_WORK INSTRUCTIONS_
Task for the records below: copy exactly from the first line on, stopping once the line with "flex:none; width:44px; height:44px;" is copied, and leave out the pictures.

_GIVEN DATA_
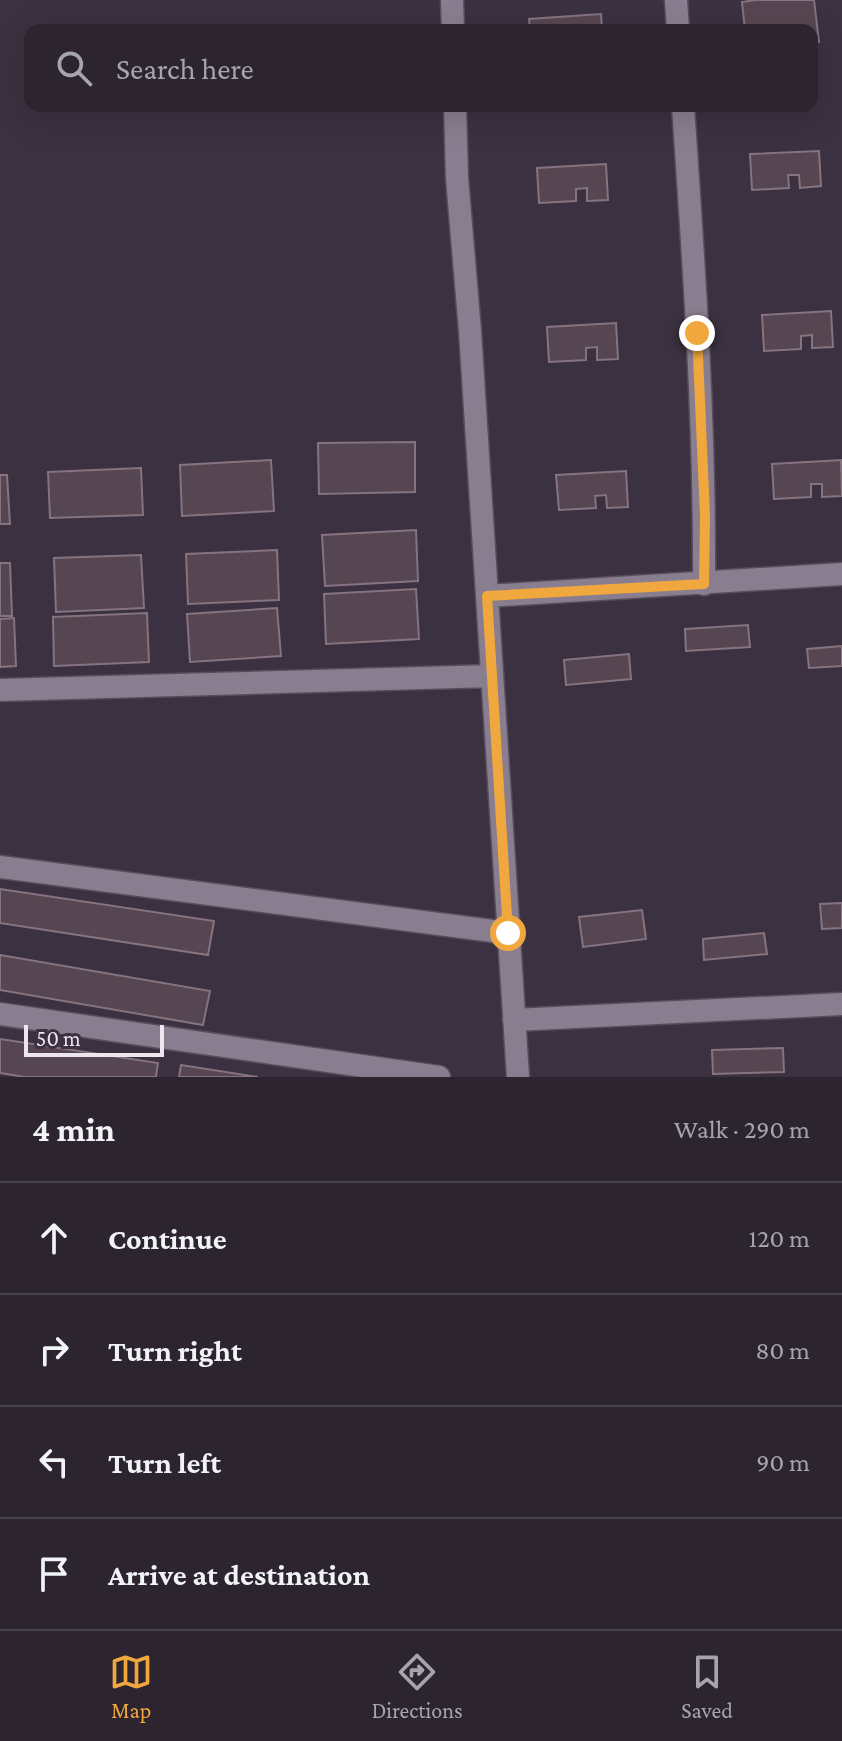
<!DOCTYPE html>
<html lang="en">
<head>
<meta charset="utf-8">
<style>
	:root { --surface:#2c2530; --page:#342d38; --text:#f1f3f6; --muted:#a6a5ab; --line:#48424c; --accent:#f0a73e }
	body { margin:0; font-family:"Crimson Pro",serif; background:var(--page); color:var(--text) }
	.scale { position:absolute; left:24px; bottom:20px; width:140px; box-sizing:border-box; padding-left:8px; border:4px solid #ece6ef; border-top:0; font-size:22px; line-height:28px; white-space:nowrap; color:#ece6ef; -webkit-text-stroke:6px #3b3140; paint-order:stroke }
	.stop { position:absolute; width:24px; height:24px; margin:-18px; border:6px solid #f0a73e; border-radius:50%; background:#fff }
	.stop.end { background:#f0a73e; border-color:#fff; box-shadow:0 2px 8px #0008 }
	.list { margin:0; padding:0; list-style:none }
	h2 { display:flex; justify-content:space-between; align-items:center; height:104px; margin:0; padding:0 32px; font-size:34px }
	h2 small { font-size:26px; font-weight:400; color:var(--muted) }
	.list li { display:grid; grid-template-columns:52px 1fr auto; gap:24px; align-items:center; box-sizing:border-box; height:112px; padding:0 32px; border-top:2px solid var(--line) }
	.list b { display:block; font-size:30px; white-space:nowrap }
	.list em { font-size:26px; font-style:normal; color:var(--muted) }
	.icon { flex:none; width:44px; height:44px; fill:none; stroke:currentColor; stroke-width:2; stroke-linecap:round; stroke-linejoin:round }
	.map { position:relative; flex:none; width:842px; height:1077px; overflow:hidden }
	.search { position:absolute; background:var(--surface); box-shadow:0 8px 32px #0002; left:24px; right:24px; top:24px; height:88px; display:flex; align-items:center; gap:20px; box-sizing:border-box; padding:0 28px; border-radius:16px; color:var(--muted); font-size:30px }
	.sheet { height:552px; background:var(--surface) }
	nav { display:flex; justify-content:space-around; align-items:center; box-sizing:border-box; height:112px; border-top:2px solid var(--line); background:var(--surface); font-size:22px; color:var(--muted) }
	nav a { display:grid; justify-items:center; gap:4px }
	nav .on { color:var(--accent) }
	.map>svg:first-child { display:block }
	.building { fill:#564651; stroke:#85737f; stroke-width:2 }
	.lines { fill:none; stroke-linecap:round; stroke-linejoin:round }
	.minor-casing { stroke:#574e5a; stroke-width:25 }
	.minor { stroke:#897e8f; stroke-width:22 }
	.route { stroke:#f0a73e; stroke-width:10 }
</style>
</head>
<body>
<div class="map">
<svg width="842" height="1077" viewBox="0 0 842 1077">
	<rect width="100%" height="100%" fill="#3b3140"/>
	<!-- building -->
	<path class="building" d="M756,0H814L819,42L812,43V30H745L742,2Z
		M601,14L602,30H530L529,19Z
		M819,151L821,186L800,188L799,175H788L789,188L752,190L750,154Z
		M606,164L608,200L587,201V188L576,189V201L539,203L537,168Z
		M831,311L833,347L812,348V335L801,336V349L764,351L762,315Z
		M616,323L618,359L597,360V347L586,348V360L549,362L547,327Z
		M415,442V492L319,494L318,443Z
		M271,460L274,511L182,516L180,465Z
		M841,460L842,496L822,497V484H811V497L774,499L772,464Z
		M141,468L143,515L50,518L48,472Z
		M626,471L628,507L607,508L606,495L595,496L596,508L559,510L556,475Z
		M0,475H7L10,524H0Z
		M416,530L418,581L325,586L322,535Z
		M277,550L279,600L188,604L186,554Z
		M141,555L144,608L56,612L54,558Z
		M0,563H10L12,616H0Z
		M416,589L419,639L326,644L324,594Z
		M277,608L281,656L190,662L187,614Z
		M147,613L149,662L54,666L53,617Z
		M14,618L16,666L0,667V619Z
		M748,625L750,647L686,651L685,629Z
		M842,646V666L809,668L807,649Z
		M629,654L631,679L566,685L564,660Z
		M0,889L214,921L208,955L0,923Z
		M842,903V928L822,929L820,904Z
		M642,910L646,939L583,947L579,917Z
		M764,933L767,954L704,960L703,939Z
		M0,955L210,991L203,1025L0,990Z
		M0,1039L158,1063L156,1077H25L0,1073Z
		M783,1048L784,1072L713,1074L712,1050Z
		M181,1065L258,1077H179Z"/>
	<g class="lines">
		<defs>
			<path id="minor" d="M452,0L453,30
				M676,0L678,30
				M455,106L457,178L470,331L518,1077
				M683,106C694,265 705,424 704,584
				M487,596L842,574
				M0,690L492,676
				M0,867L508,933
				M0,1014L439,1077
				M514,1020L842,1004"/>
		</defs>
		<!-- minor casing -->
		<use href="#minor" class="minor-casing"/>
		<!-- minor -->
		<use href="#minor" class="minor"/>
	</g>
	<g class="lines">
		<!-- route -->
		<path class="route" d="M508,933L487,596L704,584L705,516L697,333"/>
	</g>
</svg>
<div class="scale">50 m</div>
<div class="stop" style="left:508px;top:933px"></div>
<div class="stop end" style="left:697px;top:333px"></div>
<div class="search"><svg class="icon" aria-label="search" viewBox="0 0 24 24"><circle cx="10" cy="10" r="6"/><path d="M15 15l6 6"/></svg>Search here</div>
</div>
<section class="sheet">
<h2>4 min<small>Walk · 290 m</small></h2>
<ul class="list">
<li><svg class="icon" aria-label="ahead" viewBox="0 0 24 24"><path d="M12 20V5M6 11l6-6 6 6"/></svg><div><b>Continue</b></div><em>120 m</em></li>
<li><svg class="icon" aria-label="right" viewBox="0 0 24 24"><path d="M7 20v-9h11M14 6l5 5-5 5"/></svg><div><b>Turn right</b></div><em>80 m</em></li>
<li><svg class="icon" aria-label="left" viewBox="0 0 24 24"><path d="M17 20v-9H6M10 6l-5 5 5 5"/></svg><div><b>Turn left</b></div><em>90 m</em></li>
<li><svg class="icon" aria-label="arrive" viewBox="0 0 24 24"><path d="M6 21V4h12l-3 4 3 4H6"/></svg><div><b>Arrive at destination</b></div></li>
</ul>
</section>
<nav>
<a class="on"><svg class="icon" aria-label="map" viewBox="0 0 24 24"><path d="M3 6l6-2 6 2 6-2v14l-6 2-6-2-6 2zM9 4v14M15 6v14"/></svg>Map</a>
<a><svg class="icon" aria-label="directions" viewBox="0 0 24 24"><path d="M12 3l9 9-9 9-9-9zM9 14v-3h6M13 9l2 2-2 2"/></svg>Directions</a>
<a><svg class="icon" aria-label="saved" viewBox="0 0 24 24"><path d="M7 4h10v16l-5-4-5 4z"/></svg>Saved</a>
</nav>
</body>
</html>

_TASK SOLUTION_
<!DOCTYPE html>
<html lang="en">
<head>
<meta charset="utf-8">
<style>
	:root { --surface:#2c2530; --page:#342d38; --text:#f1f3f6; --muted:#a6a5ab; --line:#48424c; --accent:#f0a73e }
	body { margin:0; font-family:"Crimson Pro",serif; background:var(--page); color:var(--text) }
	.scale { position:absolute; left:24px; bottom:20px; width:140px; box-sizing:border-box; padding-left:8px; border:4px solid #ece6ef; border-top:0; font-size:22px; line-height:28px; white-space:nowrap; color:#ece6ef; -webkit-text-stroke:6px #3b3140; paint-order:stroke }
	.stop { position:absolute; width:24px; height:24px; margin:-18px; border:6px solid #f0a73e; border-radius:50%; background:#fff }
	.stop.end { background:#f0a73e; border-color:#fff; box-shadow:0 2px 8px #0008 }
	.list { margin:0; padding:0; list-style:none }
	h2 { display:flex; justify-content:space-between; align-items:center; height:104px; margin:0; padding:0 32px; font-size:34px }
	h2 small { font-size:26px; font-weight:400; color:var(--muted) }
	.list li { display:grid; grid-template-columns:52px 1fr auto; gap:24px; align-items:center; box-sizing:border-box; height:112px; padding:0 32px; border-top:2px solid var(--line) }
	.list b { display:block; font-size:30px; white-space:nowrap }
	.list em { font-size:26px; font-style:normal; color:var(--muted) }
	.icon { flex:none; width:44px; height:44px; fill:none; stroke:currentColor; stroke-width:2; stroke-linecap:round; stroke-linejoin:round }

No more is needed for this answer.